Decidir entre un beso y un verso, entre un poema y un te quiero

hex0¿Sabes que nos pasamos toda nuestra vida tomando decisiones? Algunas pueden parecer sencillas (a veces lo son); otros nos resultan complicadas (a veces no lo son). Si blanco o negro; arriba o abajo; falda o pantalón; playa o montaña; coche o moto; azul o rosa; dar un beso o estrechar una mano; hacer una llamada o no hacerla; verso o prosa; amar o no amar; gafas o lentillas; niño o niña… Sin haber reparado (o sí), que de la decisión que tomemos o dejemos de tomar determinará nuestro futuro (o parte de él) ¡¡Vaya papelón!!

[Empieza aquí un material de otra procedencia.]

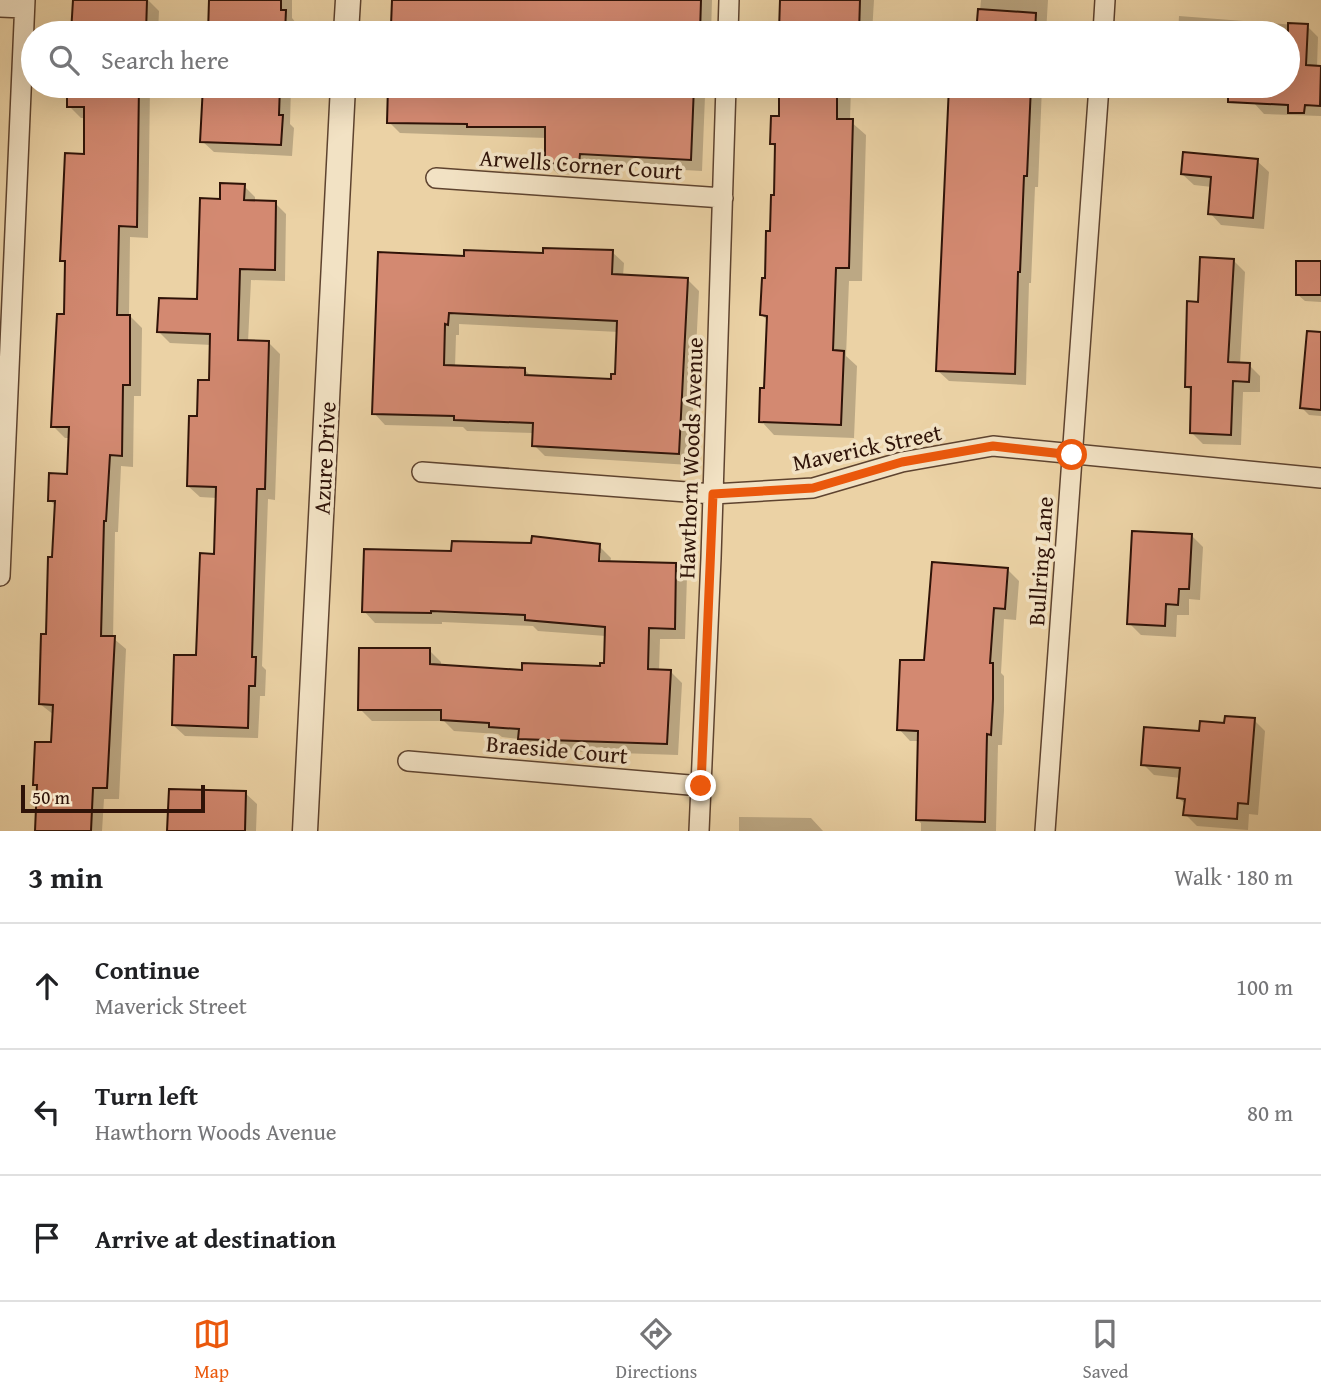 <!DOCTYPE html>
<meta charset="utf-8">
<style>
:root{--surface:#fff;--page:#f2f2f2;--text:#202124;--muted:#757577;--line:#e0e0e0;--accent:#ea580c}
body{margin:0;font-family:"Gentium Book Plus",serif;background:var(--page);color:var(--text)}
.scale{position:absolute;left:21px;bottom:18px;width:184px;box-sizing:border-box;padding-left:7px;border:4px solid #2f1308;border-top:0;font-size:19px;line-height:24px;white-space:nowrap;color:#2f1308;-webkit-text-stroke:5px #f2e2c4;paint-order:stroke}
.stop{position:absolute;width:21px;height:21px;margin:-16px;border:5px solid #ea580c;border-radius:50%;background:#fff}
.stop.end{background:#ea580c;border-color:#fff;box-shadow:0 2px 7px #0008}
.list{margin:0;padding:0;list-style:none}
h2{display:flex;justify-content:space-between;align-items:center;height:91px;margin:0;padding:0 28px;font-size:30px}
h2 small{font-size:23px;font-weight:400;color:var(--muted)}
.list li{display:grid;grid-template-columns:46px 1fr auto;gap:21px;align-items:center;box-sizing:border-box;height:126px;padding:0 28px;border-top:2px solid var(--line)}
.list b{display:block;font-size:26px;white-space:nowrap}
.list p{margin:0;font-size:23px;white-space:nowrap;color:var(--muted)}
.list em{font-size:23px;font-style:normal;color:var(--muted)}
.icon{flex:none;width:38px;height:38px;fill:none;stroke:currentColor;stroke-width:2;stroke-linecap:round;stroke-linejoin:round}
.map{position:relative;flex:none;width:1321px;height:831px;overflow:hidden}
.search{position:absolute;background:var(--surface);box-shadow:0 7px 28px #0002;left:21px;right:21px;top:21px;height:77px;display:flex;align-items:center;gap:18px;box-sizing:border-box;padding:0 24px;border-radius:38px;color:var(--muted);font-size:26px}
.sheet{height:469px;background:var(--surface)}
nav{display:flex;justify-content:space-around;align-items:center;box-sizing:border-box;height:98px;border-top:2px solid var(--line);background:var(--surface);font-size:19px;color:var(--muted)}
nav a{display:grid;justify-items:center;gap:4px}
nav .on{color:var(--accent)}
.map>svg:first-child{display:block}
.shadow{fill:#0003;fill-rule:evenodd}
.building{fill:#d38971;stroke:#2f1308;stroke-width:2;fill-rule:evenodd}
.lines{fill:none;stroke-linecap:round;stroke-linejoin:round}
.minor-casing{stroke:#5e432f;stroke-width:22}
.tertiary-casing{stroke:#5e432f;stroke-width:27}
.minor{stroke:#f2e2c4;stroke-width:19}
.tertiary{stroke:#f2e2c4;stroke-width:24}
.route{stroke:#ea580c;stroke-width:9}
.labels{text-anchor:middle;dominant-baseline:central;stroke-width:7;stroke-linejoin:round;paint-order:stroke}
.street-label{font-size:23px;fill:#2f1308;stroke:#f2e2c4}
</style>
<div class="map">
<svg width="1321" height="831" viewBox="0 0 1321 831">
<rect width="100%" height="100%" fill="#ebd2a5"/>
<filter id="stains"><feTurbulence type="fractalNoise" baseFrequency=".00286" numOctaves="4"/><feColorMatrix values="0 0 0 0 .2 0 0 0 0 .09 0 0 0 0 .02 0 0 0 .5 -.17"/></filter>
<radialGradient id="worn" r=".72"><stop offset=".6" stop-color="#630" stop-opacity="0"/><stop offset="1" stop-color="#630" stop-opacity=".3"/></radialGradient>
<path class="shadow" d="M74,0H148L159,11L158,33H72Z
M211,0H292V18L296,23V33H210Z
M393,0H712L711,33H392Z
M782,0H874L872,33H781Z
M981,0H1048L1046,33H978Z
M1179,16L1307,26L1318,37L1317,67H1321V116L1264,114L1253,102V97L1186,92L1180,86H1288V33H1178Z
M70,86H150L148,238L130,237L129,315L142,328L141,396H134L133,467L121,466L118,532H115L113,638L126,649L119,799H104L102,831H36L38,787L35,784L52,744L54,715L40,704L56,507L50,500L69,476L70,438H65L53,426L66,315V265L62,260L86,156V118H81L69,106Z
M205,86H291L290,124L294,128L292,156L214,152L202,141Z
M390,86H695L705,96L702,171L590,165V175L558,174L546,163L547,138L400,133L389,122Z
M781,86H861H851L850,121L866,135L862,281H849L846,356L857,366L854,438L774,435L761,421L765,390L768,321L762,315L775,196L776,148L772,144L780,118Z
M963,86H1042L1038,187H1035L1031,283H1029L1026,385L949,381L937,370Z
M1257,161L1269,172L1264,229L1221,225L1210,213L1212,187L1194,185L1182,174Z
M244,186L255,197V202L275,203L286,214L285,281L251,280L248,342H268L280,354L275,500L268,499L262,666L266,670L265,696H260L258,738L185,736L173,725L197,657L216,555L217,498L200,497L188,486L199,418L211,382L212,345L170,343L159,332L199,301L222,201Z
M612,252L624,263L623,276L688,280L699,291L690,465L545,456L534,445V433L467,431L463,427L385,425L374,413L465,257ZM459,324L619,332L616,376L613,381L532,377L525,370L455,367L456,335H459Z
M1233,260L1245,272L1240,364L1249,365L1260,376V392H1243L1241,445L1203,444L1191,432L1193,393L1186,386L1200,304Z
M1321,263V302L1305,301L1297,294Z
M1321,365V416L1309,415L1301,407Z
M1191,535L1203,547L1200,600L1189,599V615H1177L1176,637L1141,635L1129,623Z
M599,546L611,558L610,563L676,565L687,576L685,639H660L659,671H670L682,683L678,755L531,750L520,739L502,737L498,734L454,731L444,721H372L360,709L429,650L441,662V666L523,672L601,668L606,665V636L538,631L533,626L442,622V624L375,623L364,611L453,553ZM598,553H601L600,570Z
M1007,569L1019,581L1016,620L1004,619L1001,673L1004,676V711L1002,745H998L996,831H921V823L917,820L920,741H910L899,729L926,662Z
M1254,720L1265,731L1258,815L1249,814L1248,830L1197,826L1185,814L1186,805L1179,798L1181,778L1154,775L1143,764L1201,733L1226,725Z
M170,791L245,793L257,804L256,831H169Z
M739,817L811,818L823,831H739Z"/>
<path class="building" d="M73,0H147L146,33H71Z
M209,0H281V10H286L285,33H208Z
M392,0H701L700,33H552V27L503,25V30L391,26Z
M780,0H860L859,33L779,31Z
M978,9L1036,13L1035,33H976Z
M1288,23L1308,24L1306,65L1321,66L1320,106L1305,105L1304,113H1288V105L1228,102V86H1288Z
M67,86H139L137,227L119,226L117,315H130V385H123L122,456L110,455L106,521H104L101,636H115L107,788H93L91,831H35L37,785H33L35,742H51L53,705L39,704L41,634H46L48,557H52L55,501H48L49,473L67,474L69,427H51L57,314H64L65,261H60L65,153L84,154V107H67Z
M203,86H280L279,115H283L281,145L200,142Z
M388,86H694L691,160L580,154L579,164L545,163V127H467V124L387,123Z
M779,86H837V119H853L849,268H836L833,350L844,351L841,425L759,422L760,388H764L767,316L760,315L762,278H765L766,231H770L771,195H774L775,144H770L771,116H779Z
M949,86H1031L1027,176H1024L1020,272H1018L1015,374L936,371Z
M1183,152L1258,159L1253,218L1208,214L1211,177L1181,174Z
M220,183L245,184L244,200L276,201L275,270L240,269L238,340L269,341L265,489H257L252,657H256L255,686H249L248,728L172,725L174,655H196L200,553L214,554L216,487L187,486L189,416H197L198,380H209L210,334L157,332L159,298L197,299L200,198L220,199Z
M543,248L613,250L612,274L688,278L679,454L532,446L533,423L454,420V416L372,414L378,252L464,256V250L543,253ZM449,313L617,321L615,374H611V379L525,375V368L444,365L445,324L448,325Z
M1200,257L1234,259L1228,362L1250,363L1249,382L1233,381L1231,435L1190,433L1191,387H1185L1187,301L1198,302Z
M1296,261H1321V295H1296Z
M1307,331L1321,332V410L1300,408Z
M1132,531L1192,534L1189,589H1179L1178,605L1166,604L1165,626L1127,624Z
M532,536L600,544L599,561L676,563L675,629L649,628L648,669L671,670L667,744L518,739L519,729L489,727V723L441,720V710H358L359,648H430V664L522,670V663L600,666V663H604L605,627L525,620V615L431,611V613L362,612L364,549L451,551L452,541L531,543Z
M932,562L1008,568L1005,609L994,608L990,663H993V699L991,735L987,734L985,822L916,820L918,731L897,730L900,660H924Z
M1225,716L1255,718L1248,804L1238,803L1237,819L1183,815L1185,799L1177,798L1180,768L1141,765L1144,727L1199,731L1200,721L1224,723Z
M169,789L246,791L245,831H167Z"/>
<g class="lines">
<g class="minor-casing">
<path id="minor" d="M0,7L24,8
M728,33L729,0
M1103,33L1105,0
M436,178L723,198
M422,472L713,494L813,488L902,462L993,446L1321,478
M0,576L25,0
M408,761L701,786
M699,831L711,558L726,86
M1045,831L1099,86"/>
</g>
<g class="tertiary-casing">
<path id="tertiary" d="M346,33L348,0
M305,831L343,86"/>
</g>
<use href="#minor" class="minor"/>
<use href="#tertiary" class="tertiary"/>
</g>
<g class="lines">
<path class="route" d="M701,786L713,494L813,488L902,462L993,446L1072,455"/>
</g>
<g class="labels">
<g class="street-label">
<text transform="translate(581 164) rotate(4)">Arwells Corner Court</text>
<text transform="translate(867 447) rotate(-12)">Maverick Street</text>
<text transform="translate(324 458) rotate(-87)">Azure Drive</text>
<text transform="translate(690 458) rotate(-88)">Hawthorn Woods Avenue</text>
<text transform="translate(1040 561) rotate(-86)">Bullring Lane</text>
<text transform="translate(557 749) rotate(5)">Braeside Court</text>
</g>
</g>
<rect width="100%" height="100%" filter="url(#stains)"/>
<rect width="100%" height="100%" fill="url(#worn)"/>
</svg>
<div class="scale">50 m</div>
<div class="stop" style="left:1072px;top:455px"></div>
<div class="stop end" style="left:701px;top:786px"></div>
<div class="search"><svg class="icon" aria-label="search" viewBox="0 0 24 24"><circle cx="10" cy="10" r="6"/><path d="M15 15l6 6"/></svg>Search here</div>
</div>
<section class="sheet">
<h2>3 min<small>Walk · 180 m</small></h2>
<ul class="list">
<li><svg class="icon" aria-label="ahead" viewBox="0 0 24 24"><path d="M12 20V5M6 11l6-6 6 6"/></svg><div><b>Continue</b><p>Maverick Street</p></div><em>100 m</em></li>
<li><svg class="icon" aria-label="left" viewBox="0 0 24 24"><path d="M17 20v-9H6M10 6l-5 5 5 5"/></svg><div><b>Turn left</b><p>Hawthorn Woods Avenue</p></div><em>80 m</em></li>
<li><svg class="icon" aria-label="arrive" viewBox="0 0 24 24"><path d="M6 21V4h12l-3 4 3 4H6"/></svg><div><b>Arrive at destination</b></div></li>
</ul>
</section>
<nav>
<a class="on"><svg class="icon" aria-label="map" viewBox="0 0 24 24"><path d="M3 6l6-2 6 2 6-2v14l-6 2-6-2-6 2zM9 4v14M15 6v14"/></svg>Map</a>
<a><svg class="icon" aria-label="directions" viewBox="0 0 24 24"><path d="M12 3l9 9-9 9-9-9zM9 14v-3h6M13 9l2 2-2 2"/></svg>Directions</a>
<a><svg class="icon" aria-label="saved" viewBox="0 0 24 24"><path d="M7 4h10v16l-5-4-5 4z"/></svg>Saved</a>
</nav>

Yo no sé si vosotr@s os hacéis estas preguntas o si os planteáis estás reflexiones (o quizá otras más sesudas). De vez en cuando (de un tiempo a esta parte) me gusta ‘parar mi mundo’ y observar. Observar a mí alrededor. Observarme. Y sobre todo cuestionarme sobre cuestiones que antes por falta de tiempo (no sabría si esto es del todo cierto o solo una excusa), no me planteaba. ¿Decidir o no decidir? Esta es la cuestión (que pudo haber pensado/escrito Shakespeare).